Amastris 285-250 BC Silver Stater NGC ChXF Last Achaemenid Princess - Very Rare

  • $2,588.73

Queen Amastris 285-250 BC Silver Didrachm/ Stater NGC ChXF.

A must buy, very rare in all grades. Mintage unknown

PAPHLAGONIA. Amastris. Queen Amastris (ca. 285-250 BC). AR stater or didrachm (23mm, 9.39 gm, 12h). NGC Choice XF 5/5 - 3/5. Persic standard. Head of Mên, Amastris or Mithras right, wearing laureate Phrygian cap decorated with star with eight points / AMAΣTPIEΩN, Aphrodite enthroned left, Nike right on extended right arm, transverse scepter surmounted by lotus in left hand; rose in left field. Eye appealing example of this rare issue.

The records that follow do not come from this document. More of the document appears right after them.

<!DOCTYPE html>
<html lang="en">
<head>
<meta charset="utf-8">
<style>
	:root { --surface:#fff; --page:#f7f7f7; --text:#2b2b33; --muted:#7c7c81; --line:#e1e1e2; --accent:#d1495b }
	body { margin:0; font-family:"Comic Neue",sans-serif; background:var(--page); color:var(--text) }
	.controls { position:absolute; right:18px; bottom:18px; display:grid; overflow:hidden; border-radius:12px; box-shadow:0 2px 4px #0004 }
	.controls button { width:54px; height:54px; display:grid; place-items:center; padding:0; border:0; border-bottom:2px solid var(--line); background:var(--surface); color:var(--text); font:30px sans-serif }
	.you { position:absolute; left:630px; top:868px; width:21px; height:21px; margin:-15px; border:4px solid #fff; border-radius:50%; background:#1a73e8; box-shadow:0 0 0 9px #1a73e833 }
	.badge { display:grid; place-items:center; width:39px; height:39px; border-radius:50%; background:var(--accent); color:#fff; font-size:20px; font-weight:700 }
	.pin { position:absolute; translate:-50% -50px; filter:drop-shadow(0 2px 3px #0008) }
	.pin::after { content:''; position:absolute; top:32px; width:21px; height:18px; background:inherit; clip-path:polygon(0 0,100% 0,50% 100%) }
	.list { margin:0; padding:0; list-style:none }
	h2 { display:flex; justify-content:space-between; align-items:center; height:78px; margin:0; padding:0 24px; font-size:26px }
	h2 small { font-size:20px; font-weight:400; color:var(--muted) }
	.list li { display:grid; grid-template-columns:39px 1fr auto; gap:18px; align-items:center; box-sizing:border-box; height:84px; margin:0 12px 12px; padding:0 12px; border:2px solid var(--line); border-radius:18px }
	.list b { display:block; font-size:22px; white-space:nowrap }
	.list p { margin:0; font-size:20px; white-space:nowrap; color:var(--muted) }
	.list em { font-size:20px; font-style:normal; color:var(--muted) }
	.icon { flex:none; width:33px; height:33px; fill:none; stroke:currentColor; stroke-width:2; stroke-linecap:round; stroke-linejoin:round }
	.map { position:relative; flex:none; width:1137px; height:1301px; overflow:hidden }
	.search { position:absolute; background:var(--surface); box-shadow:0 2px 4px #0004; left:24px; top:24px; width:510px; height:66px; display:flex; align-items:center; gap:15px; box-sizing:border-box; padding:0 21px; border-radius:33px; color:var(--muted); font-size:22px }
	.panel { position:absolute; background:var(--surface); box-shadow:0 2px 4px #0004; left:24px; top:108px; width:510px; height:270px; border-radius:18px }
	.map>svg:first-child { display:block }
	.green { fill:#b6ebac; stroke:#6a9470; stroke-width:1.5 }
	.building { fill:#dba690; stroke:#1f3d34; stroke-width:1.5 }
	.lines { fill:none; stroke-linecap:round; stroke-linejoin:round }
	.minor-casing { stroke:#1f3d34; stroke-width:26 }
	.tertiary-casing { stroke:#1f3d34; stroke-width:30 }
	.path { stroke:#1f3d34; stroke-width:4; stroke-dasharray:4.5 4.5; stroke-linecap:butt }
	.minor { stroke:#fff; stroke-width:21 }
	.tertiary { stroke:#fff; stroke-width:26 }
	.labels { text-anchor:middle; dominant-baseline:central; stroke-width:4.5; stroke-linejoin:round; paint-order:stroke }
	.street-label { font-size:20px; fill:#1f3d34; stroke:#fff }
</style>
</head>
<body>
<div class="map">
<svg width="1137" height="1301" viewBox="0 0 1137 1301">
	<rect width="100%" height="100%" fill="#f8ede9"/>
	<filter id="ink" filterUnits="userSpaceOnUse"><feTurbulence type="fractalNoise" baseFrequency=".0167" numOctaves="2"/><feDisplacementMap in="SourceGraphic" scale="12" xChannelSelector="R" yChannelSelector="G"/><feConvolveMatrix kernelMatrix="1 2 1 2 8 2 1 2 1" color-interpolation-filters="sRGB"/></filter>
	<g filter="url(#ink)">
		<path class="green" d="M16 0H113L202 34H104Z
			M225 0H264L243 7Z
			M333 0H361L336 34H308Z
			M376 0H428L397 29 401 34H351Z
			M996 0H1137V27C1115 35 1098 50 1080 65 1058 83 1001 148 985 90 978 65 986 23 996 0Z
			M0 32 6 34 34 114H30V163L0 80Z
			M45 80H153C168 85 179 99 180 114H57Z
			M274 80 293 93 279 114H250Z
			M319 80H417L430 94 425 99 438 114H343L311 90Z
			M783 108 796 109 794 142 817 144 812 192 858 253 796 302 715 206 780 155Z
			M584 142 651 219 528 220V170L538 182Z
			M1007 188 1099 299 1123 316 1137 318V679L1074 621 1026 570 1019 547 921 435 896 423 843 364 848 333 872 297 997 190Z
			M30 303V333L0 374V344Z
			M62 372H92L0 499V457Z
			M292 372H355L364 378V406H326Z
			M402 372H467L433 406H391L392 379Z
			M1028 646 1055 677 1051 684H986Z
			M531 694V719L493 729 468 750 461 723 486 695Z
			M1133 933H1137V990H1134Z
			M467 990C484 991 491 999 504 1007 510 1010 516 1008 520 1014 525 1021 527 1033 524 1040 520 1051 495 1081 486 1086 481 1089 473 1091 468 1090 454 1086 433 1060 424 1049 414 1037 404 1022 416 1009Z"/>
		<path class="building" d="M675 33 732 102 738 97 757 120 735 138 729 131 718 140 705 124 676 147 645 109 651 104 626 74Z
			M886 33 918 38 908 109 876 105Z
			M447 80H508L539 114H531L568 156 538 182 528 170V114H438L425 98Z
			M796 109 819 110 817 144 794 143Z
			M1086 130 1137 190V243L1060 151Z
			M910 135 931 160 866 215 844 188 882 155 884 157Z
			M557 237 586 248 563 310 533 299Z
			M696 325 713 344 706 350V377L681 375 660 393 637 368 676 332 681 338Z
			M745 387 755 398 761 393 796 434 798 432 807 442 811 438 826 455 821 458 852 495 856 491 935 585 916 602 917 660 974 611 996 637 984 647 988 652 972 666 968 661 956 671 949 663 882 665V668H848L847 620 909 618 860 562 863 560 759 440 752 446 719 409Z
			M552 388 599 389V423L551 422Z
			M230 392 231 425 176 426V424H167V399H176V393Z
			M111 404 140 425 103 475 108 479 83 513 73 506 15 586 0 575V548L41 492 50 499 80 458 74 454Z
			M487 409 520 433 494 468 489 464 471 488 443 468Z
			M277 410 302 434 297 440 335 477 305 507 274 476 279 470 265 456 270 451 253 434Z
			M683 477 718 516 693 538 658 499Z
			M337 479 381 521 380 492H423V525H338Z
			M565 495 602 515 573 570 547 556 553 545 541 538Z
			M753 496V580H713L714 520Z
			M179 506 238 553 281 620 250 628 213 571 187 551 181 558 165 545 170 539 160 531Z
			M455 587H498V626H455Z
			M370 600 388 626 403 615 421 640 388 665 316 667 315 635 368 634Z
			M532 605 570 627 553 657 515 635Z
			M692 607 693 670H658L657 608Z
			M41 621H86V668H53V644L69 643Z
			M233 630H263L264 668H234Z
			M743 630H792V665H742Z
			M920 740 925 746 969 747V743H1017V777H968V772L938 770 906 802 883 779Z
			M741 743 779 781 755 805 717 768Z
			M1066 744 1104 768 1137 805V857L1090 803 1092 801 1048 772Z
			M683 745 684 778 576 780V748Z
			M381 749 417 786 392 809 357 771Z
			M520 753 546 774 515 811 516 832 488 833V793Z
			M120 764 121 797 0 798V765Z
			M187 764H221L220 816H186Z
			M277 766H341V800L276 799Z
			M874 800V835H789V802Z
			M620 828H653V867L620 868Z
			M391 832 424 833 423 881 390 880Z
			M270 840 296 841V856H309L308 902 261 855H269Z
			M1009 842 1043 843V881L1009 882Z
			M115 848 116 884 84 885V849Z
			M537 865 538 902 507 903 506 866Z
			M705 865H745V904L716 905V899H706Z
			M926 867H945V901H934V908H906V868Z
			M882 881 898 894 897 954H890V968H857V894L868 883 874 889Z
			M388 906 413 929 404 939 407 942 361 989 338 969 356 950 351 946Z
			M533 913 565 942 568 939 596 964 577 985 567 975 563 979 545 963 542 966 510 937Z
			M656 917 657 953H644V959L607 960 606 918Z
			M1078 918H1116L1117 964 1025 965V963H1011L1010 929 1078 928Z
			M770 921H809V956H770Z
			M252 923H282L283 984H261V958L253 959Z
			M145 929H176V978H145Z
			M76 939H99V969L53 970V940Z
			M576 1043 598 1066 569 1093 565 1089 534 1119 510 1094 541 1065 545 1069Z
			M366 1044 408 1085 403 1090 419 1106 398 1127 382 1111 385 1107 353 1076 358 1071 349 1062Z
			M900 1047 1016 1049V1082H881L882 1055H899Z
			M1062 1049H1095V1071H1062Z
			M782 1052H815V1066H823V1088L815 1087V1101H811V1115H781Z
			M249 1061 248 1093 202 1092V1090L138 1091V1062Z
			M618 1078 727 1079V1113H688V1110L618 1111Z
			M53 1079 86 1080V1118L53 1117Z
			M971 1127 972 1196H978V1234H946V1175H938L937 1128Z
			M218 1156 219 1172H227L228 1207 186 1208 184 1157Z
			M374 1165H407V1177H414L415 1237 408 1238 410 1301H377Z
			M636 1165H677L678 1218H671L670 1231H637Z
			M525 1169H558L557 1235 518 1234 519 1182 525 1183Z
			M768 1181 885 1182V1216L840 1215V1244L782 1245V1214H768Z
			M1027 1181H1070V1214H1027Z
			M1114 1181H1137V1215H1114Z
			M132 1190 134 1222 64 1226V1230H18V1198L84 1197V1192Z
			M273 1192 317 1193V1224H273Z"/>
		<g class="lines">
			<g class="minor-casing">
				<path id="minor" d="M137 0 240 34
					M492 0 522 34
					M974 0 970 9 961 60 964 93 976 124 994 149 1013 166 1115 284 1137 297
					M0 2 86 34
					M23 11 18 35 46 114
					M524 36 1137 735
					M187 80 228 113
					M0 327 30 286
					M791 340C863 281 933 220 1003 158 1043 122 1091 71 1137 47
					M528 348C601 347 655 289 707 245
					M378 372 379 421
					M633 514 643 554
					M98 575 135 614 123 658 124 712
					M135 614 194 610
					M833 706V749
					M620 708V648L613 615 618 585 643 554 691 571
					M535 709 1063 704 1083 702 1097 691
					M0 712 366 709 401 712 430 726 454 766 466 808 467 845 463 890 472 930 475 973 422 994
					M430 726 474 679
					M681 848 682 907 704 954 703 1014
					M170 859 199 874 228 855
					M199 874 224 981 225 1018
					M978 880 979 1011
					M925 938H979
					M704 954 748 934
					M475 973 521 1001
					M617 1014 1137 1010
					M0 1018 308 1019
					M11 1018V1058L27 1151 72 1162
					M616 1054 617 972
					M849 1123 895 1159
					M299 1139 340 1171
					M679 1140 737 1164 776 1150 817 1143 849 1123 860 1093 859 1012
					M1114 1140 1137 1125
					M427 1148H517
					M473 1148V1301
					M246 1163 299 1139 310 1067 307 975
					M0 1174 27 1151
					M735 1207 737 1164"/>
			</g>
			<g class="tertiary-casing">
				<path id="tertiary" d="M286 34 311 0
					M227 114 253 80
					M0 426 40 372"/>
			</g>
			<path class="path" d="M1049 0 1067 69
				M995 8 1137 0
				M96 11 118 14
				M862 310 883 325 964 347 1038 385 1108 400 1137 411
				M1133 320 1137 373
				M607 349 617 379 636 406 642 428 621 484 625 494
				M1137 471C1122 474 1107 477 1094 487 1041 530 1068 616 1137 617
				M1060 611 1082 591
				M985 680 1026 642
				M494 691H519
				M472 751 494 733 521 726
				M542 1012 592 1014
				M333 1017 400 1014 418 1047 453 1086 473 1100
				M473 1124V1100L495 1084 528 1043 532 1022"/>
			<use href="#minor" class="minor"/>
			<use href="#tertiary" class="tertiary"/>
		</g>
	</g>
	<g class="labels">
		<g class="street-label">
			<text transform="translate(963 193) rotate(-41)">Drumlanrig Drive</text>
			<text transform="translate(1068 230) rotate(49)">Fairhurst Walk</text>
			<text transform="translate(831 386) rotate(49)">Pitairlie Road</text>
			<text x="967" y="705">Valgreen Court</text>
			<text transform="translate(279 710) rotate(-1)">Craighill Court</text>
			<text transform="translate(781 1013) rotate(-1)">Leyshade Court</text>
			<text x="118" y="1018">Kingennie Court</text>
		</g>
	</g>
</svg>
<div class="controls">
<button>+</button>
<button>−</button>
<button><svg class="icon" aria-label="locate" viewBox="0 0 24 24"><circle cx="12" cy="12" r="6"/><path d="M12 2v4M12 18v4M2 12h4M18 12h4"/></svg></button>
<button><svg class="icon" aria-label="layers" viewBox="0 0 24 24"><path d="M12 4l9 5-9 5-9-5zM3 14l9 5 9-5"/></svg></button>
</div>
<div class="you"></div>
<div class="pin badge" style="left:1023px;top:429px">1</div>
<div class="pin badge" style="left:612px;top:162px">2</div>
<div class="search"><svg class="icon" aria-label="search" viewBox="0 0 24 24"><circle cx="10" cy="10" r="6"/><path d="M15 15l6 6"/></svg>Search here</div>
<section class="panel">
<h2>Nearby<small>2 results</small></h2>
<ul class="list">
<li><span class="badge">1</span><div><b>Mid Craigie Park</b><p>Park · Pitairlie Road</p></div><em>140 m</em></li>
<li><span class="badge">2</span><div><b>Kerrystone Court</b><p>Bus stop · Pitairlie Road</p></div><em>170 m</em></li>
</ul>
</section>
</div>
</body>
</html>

Amastris was the niece of the last Achaemenid King of Persia, Darius III, and was married off to several of Alexander's generals in succession in the years after the Macedonian conquest. After being "set aside" by King Lysimachus in about 302 BC, Amastris decided to found her own city on the coast of Paphlagonia, and gave it her name. She served as its queen for the first years of its existence, and the city grew steadily in prosperity and importance in the decades and centuries that followed The city eventually became incorporated into the Roman province of Bithynia-Pontus. The city's coinage is both rare and intriguing, the obverse portrait wearing a laureate Phrygian cap being variously described as the head of Queen Amastris herself, the Persian hero Mithras, or an Amazon warrior.

Amastris founded an eponymous city in Paphlagonia and was the first queen to issue coins with her own portrait. A very rare accomplishment.

Amastris was the last surviving Achaemenid Persian Empire princess.

Amastris issued spectacular silver coinage in her own name with the reverse legend “Basilissês Amastrios.” Although the word basillisa more broadly denotes “royal woman,” here it can only mean “queen”.